--- Problem details ---
Restate the data below, keeping every line the same.
[Data supplied — start]
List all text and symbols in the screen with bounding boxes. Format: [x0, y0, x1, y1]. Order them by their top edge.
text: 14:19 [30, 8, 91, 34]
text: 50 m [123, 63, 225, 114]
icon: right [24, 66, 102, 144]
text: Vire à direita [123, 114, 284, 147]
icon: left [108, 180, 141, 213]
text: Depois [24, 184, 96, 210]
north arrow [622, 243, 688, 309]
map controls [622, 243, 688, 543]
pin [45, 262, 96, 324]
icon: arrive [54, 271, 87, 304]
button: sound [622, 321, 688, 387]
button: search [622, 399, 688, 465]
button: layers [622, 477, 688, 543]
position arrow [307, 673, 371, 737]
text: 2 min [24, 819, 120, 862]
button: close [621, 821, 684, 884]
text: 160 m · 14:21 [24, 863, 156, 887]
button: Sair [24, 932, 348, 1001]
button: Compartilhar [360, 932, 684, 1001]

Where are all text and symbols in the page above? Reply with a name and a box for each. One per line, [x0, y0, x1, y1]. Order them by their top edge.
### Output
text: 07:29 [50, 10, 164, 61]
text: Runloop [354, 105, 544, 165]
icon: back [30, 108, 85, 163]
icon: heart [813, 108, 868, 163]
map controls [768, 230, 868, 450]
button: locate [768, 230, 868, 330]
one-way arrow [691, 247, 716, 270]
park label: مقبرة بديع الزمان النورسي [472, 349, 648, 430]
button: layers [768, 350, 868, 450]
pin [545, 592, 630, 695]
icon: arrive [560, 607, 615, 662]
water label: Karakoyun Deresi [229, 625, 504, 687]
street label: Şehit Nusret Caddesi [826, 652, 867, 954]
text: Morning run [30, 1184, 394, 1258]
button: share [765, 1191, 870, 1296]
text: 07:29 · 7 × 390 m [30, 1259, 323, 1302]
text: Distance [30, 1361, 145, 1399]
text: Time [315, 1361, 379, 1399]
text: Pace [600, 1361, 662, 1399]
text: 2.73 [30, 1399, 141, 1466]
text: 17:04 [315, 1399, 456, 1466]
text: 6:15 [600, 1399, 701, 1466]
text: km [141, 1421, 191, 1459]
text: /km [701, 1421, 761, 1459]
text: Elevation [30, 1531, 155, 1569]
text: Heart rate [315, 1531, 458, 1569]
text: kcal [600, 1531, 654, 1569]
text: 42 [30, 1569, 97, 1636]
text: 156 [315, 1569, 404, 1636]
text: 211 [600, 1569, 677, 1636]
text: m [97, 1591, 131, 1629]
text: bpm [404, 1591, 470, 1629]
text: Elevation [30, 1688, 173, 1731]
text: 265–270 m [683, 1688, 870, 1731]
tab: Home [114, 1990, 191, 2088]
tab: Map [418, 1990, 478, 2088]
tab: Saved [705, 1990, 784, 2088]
[Data supplied — finish]
--- Result ---
List all text and symbols in the screen with bounding boxes. Format: [x0, y0, x1, y1]. Order them by their top edge.
text: 14:19 [30, 8, 91, 34]
text: 50 m [123, 63, 225, 114]
icon: right [24, 66, 102, 144]
text: Vire à direita [123, 114, 284, 147]
icon: left [108, 180, 141, 213]
text: Depois [24, 184, 96, 210]
north arrow [622, 243, 688, 309]
map controls [622, 243, 688, 543]
pin [45, 262, 96, 324]
icon: arrive [54, 271, 87, 304]
button: sound [622, 321, 688, 387]
button: search [622, 399, 688, 465]
button: layers [622, 477, 688, 543]
position arrow [307, 673, 371, 737]
text: 2 min [24, 819, 120, 862]
button: close [621, 821, 684, 884]
text: 160 m · 14:21 [24, 863, 156, 887]
button: Sair [24, 932, 348, 1001]
button: Compartilhar [360, 932, 684, 1001]

Where are all text and symbols in the page above? Reply with a name and a box for each. One per line, [x0, y0, x1, y1]. Order them by their top edge.
### Output
text: 07:29 [50, 10, 164, 61]
text: Runloop [354, 105, 544, 165]
icon: back [30, 108, 85, 163]
icon: heart [813, 108, 868, 163]
map controls [768, 230, 868, 450]
button: locate [768, 230, 868, 330]
one-way arrow [691, 247, 716, 270]
park label: مقبرة بديع الزمان النورسي [472, 349, 648, 430]
button: layers [768, 350, 868, 450]
pin [545, 592, 630, 695]
icon: arrive [560, 607, 615, 662]
water label: Karakoyun Deresi [229, 625, 504, 687]
street label: Şehit Nusret Caddesi [826, 652, 867, 954]
text: Morning run [30, 1184, 394, 1258]
button: share [765, 1191, 870, 1296]
text: 07:29 · 7 × 390 m [30, 1259, 323, 1302]
text: Distance [30, 1361, 145, 1399]
text: Time [315, 1361, 379, 1399]
text: Pace [600, 1361, 662, 1399]
text: 2.73 [30, 1399, 141, 1466]
text: 17:04 [315, 1399, 456, 1466]
text: 6:15 [600, 1399, 701, 1466]
text: km [141, 1421, 191, 1459]
text: /km [701, 1421, 761, 1459]
text: Elevation [30, 1531, 155, 1569]
text: Heart rate [315, 1531, 458, 1569]
text: kcal [600, 1531, 654, 1569]
text: 42 [30, 1569, 97, 1636]
text: 156 [315, 1569, 404, 1636]
text: 211 [600, 1569, 677, 1636]
text: m [97, 1591, 131, 1629]
text: bpm [404, 1591, 470, 1629]
text: Elevation [30, 1688, 173, 1731]
text: 265–270 m [683, 1688, 870, 1731]
tab: Home [114, 1990, 191, 2088]
tab: Map [418, 1990, 478, 2088]
tab: Saved [705, 1990, 784, 2088]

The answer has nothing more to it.